Franco Putzolu: When was this?

John Nauman: This was 1978-1979. By then, Franco was there sort of working on the RSS replacement - data manager stuff - and we were wrestling with what to do about the upper areas - the relational data store part of the system. There were two camps. One camp was me and Don Haderle, and the other camp was Frank King and everybody from Research. We felt like the right thing to do was, since MVS was not the same as VM, it was going to be hard to fit this stuff into MVS efficiently, so we probably needed to go in and restructure this stuff a lot. The System R folks felt like it didn't really need that much optimization; it was probably going to be OK.

Jim Gray: Love my dog.

John Nauman: Love me; love my dog. I remember vividly the day that - in fact, I was working for Bob [Jolls] at the time - Bob came and said, "No, the answer is you're going to take this stuff from System R." And we said, "OK. If that's what you want to do, it's a business decision. Let's go do it." So we started working on it. We spent a lot of time and we assembled a team which is - some of the people are here in the room - people who included: Jay Yothers, who isn't here in the room today; Josephine; Roger, who I hired out of another job - I think IBM was his fourth position and fourth company and he told me when I hired him that he wasn't sure that he was going to stick around all that long, but he wanted some experience with a big company, [laughter] and it was bigger then, I think, than it would be now.

Roger Miller: I'm not usually that forthcoming.

John Nauman: Let's see; we hired Mort - John Mortenson - John had already been working in the company, we brought him into the group. We hired Jerry Baker, who is probably the person who has made the most money off of this - next to Larry Ellison; he works for Larry; is he your boss?

Franco Putzolu: No, he's not my boss.

John Nauman: He's in one of the development organizations.

Franco Putzolu: Porting.

John Nauman: OK, that's what he did when he left; he went to Oracle to do UNIX ports, because he had a UNIX background coming out of University of Texas, and didn't like MVS that much. So he made lots of money; the rest of us sort of worked for the good of mankind I think.

Jim Gray: Thank you; we really appreciate it.

John Nauman: But actually we had a lot of fun. There were a lot of interesting things going on. Jim was still helping us out to some extent. Franco was helping us out a lot. Franco was wrestling with how to do DL/1 and SQL with the same underlying data structures, and later he tried to do it again, as I mentioned earlier. But it was a lot of fun. The reason I left - I left IBM in mid-1981 - Jim had just left and called me up and said, "Gee, why don't you come talk to Tandem; they're looking for somebody to manage one of their groups." And so I came up and talked to them. Jim had written a treatise called "MIPS Envy" - I'm sure some of you remember this - which was the reason that Jim purports that he left; I think there's probably some truth to it. When we were doing the DB2 stuff, we had a terminal room at the end of the hall that had six 3270 terminals in it. That was all we had, that was all the compute resource that we were allowed to do DB2. We gradually got more and more 3270's and put them in people's offices, and that was sort of a revolution. Nobody had terminals in their offices; it was terminal rooms that made sense.
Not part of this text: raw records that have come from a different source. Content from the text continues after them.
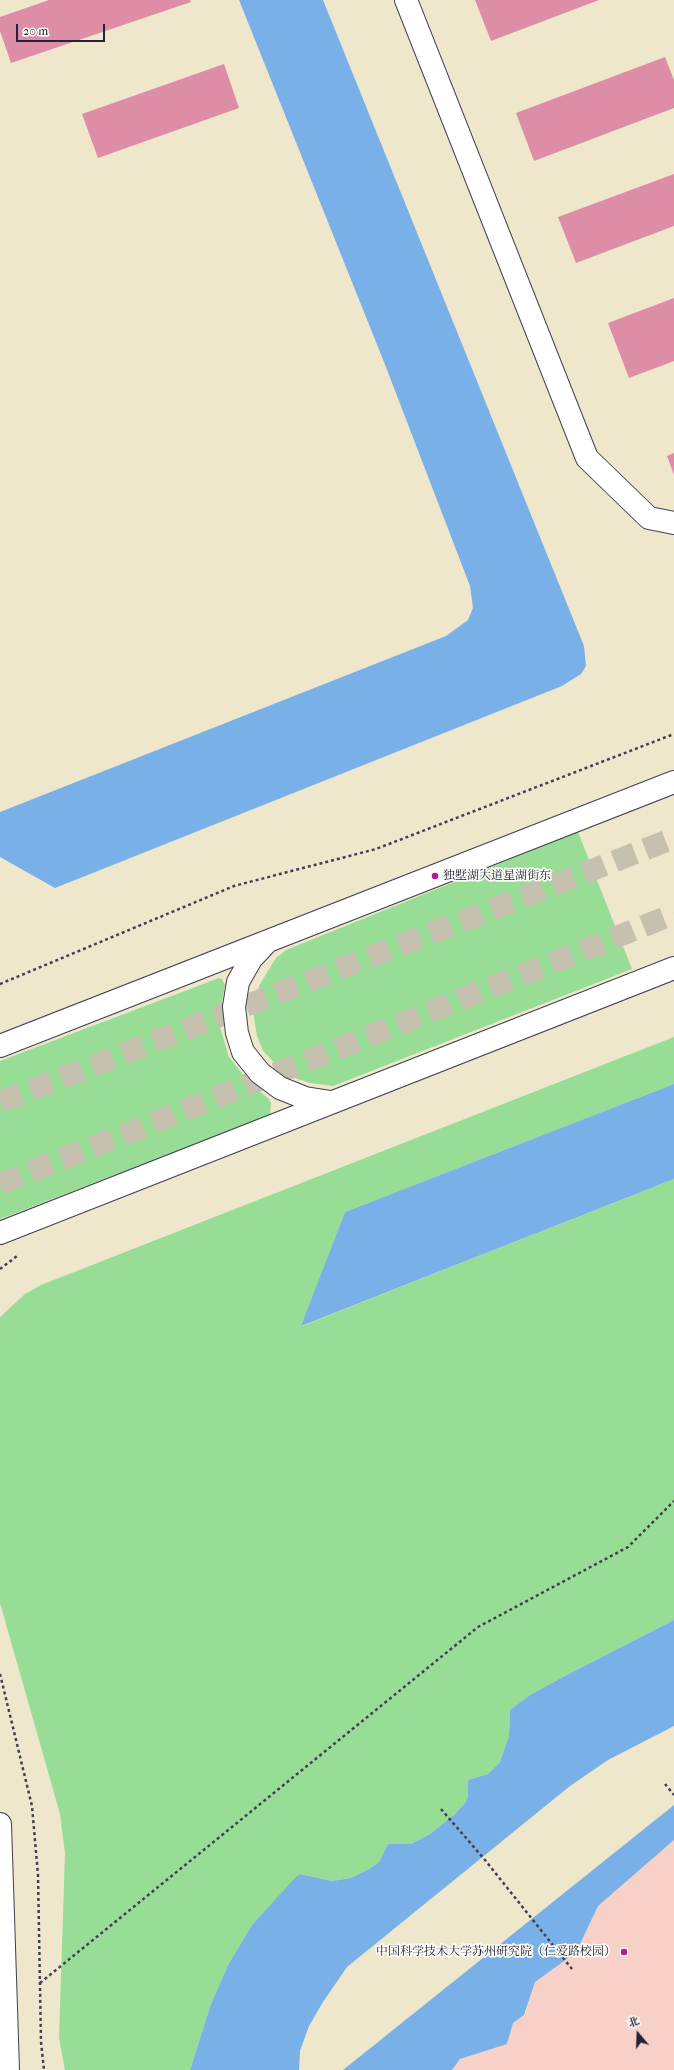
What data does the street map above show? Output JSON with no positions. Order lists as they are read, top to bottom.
{
  "places": ["独墅湖大道星湖街东", "中国科学技术大学苏州研究院（仁爱路校园）"],
  "scale_bar": "20 m",
  "north": "top"
}
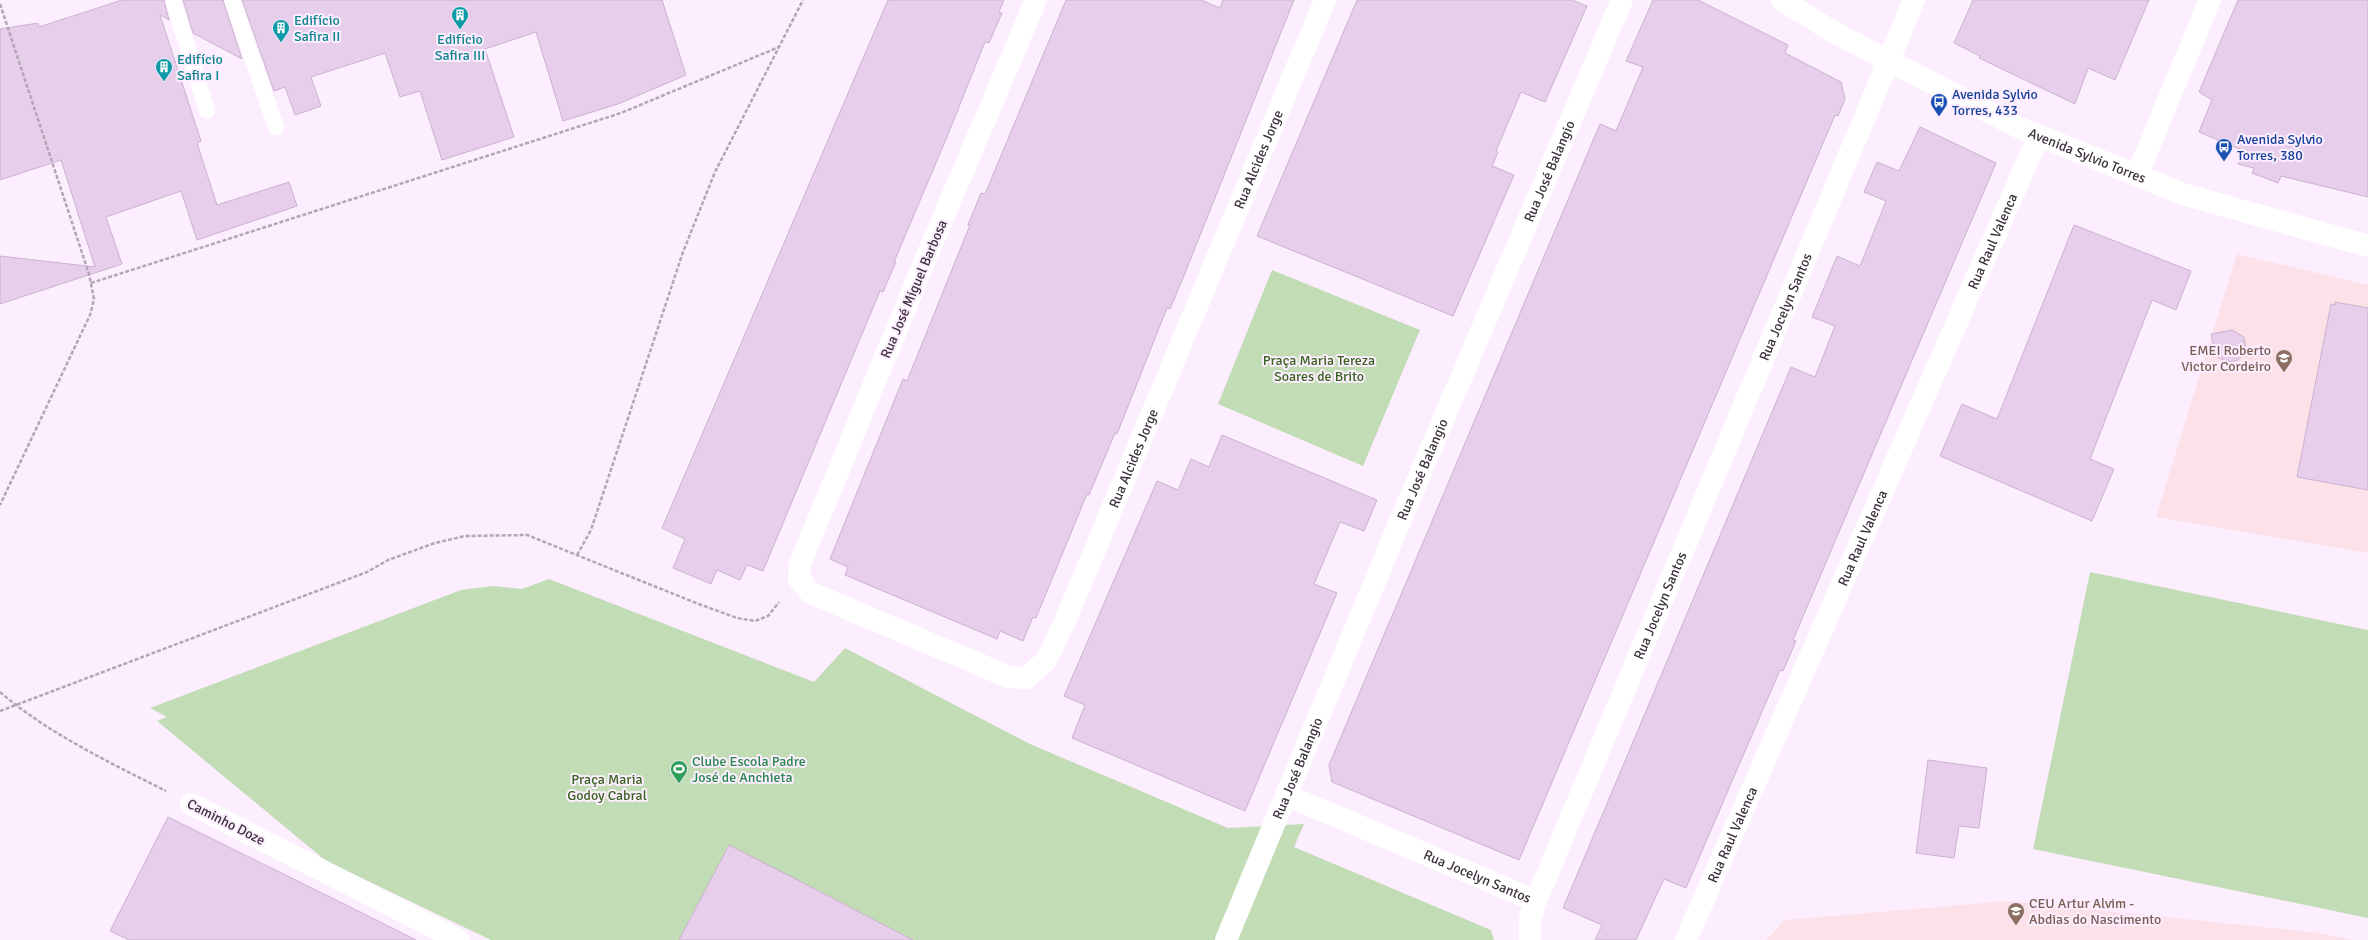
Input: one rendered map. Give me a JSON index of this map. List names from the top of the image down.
{
  "streets": {
    "street": [
      "Avenida Sylvio Torres",
      "Rua Alcides Jorge",
      "Rua José Balangio",
      "Rua Raul Valenca",
      "Rua José Miguel Barbosa",
      "Rua Jocelyn Santos",
      "Caminho Doze"
    ]
  },
  "crossings": [
    ["Avenida Sylvio Torres", "Rua Raul Valenca"],
    ["Avenida Sylvio Torres", "Rua Jocelyn Santos"],
    ["Rua Alcides Jorge", "Rua José Miguel Barbosa"],
    ["Rua José Balangio", "Rua Jocelyn Santos"]
  ],
  "parks": ["Praça Maria Tereza Soares de Brito", "Praça Maria Godoy Cabral"],
  "places": {
    "building": ["Edifício Safira III", "Edifício Safira II", "Edifício Safira I"],
    "bus stop": ["Avenida Sylvio Torres, 433", "Avenida Sylvio Torres, 380"],
    "school or university": ["EMEI Roberto Victor Cordeiro", "CEU Artur Alvim - Abdias do Nascimento"],
    "sports": ["Clube Escola Padre José de Anchieta"]
  }
}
Jim Gray: And you were only allowed to log on at certain times, right?

John Nauman: Terminals were expensive. Yes, you could log on on weekends, and you could log on before eight and after six. So Haderle and I and Baker and a few other people would come in at four o'clock in the morning, and you'd tune in the radio sometimes at four o'clock in the morning and you'd hear these whale sounds on the radio station. And we wondered what was going on; why were we here; what were we really trying to accomplish? I was frustrated by some of the same things that Jim was, but I was as frustrated by the fact that I'd been working on the project in 1981 for about four years - if you'd count the Eagle time; that doesn't count the FS time before that - and I could see it was just about done. Here it was, mid-1981, about six months away from shipment, so I figured it was OK for me to leave now, because everything was sort of tied up. So I told Don, "I'm getting out of here. You can take it from here; it's going to be OK." This was about the third time I'd done this to Don - left him with a project that we'd worked on. But this one took a little longer than the others to get finished.
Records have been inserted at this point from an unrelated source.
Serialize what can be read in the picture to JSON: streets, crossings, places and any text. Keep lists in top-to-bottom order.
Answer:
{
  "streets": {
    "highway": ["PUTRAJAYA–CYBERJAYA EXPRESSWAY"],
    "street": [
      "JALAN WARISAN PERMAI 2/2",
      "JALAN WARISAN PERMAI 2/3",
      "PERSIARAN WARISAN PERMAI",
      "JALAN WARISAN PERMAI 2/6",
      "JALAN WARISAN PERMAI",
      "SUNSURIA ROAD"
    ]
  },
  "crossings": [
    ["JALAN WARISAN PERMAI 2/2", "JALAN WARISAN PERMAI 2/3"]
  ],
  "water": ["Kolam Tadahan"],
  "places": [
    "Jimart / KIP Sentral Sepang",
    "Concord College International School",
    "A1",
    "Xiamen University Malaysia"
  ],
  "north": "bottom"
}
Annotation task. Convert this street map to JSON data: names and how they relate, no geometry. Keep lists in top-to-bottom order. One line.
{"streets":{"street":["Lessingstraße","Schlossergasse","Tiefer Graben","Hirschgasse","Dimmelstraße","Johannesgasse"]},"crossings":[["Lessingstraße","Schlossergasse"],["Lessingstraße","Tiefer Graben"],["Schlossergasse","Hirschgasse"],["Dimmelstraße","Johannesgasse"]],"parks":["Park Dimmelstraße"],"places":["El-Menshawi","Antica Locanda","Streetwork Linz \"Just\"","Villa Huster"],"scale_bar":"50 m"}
So I went to Tandem, and then we recruited Franco to come to Tandem, and we recruited Mike [Pong] to come to Tandem, and we recruited a number of people to come to Tandem. We stole Don from Esvel.
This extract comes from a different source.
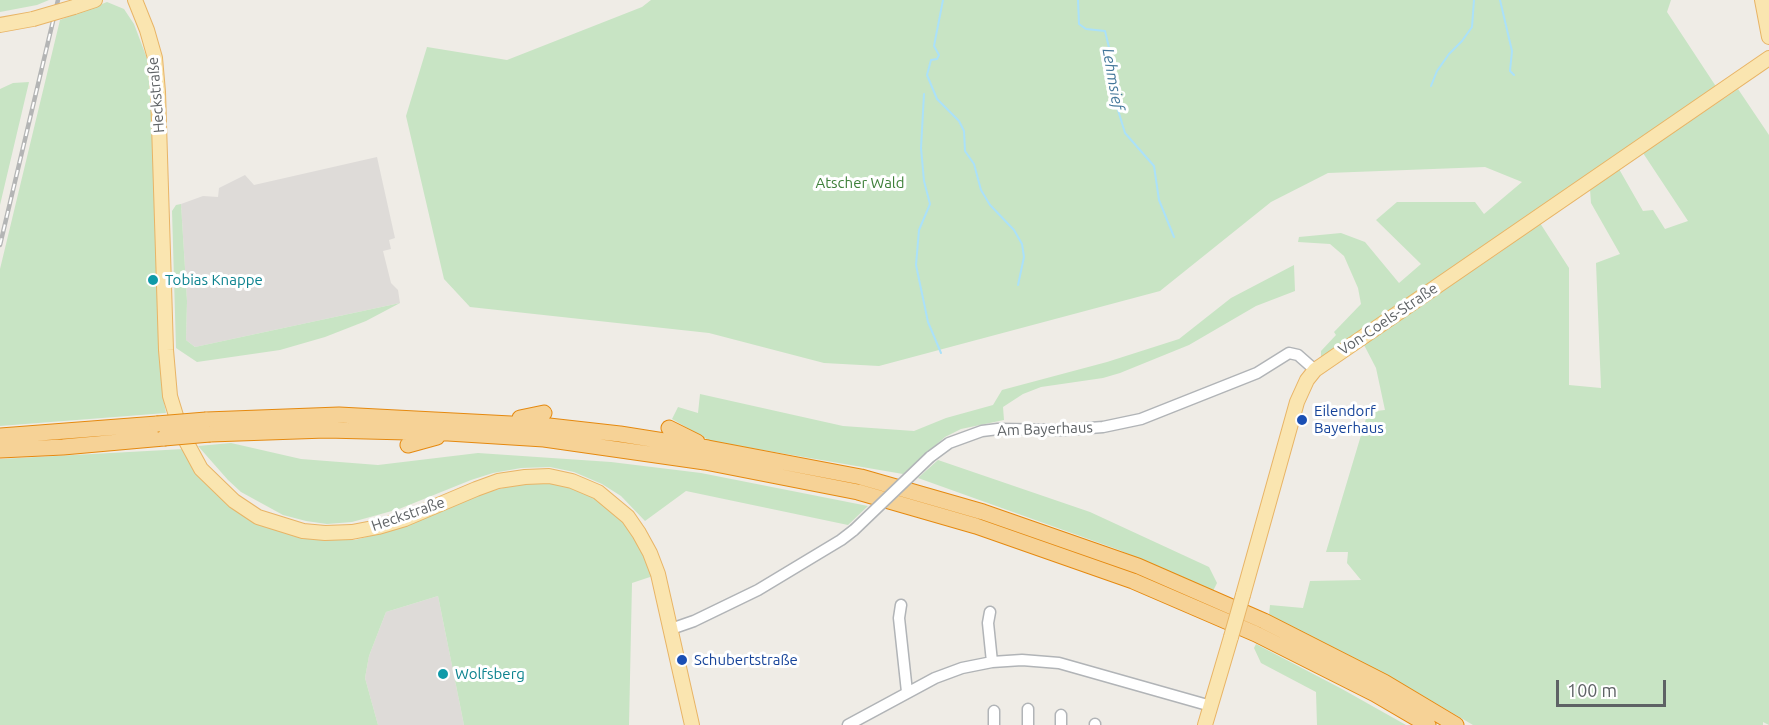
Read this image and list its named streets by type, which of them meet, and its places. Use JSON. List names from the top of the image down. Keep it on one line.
{"streets":{"main road":["Heckstraße","Von-Coels-Straße"],"street":["Am Bayerhaus"]},"crossings":[["Heckstraße","Am Bayerhaus"],["Von-Coels-Straße","Am Bayerhaus"]],"water":["Lehmsief"],"parks":["Atscher Wald"],"places":["Tobias Knappe","Eilendorf Bayerhaus","Schubertstraße","Wolfsberg"],"scale_bar":"100 m"}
Don Slutz: Not stole. I walked away.

John Nauman: We built up a pretty strong group at Tandem, which was a lot of fun also; I'll let somebody else talk about that. But the reason I left was I thought things were done, and I wanted to go someplace where it didn't take four years to get a product out.

Franco Putzolu: Yes, I had the same feeling.

John Nauman: And I think that was one of the reasons that Franco came and some of the other people joined. And we did get things done much more expeditiously at Tandem, and I think it was more fun for that reason. I worked at Tandem for four years, and in 1985, after I joined 3Com, I read about the full release of DB2. So I was off by about four years on how long it was going to take to get the full product out. And a lot of that I know, from talking to Don and Josephine and other people, was around just getting it to work in MVS, which was by no means a simple system, and I think we had all underestimated how complex that was going to be and how high the performance requirements were going to be.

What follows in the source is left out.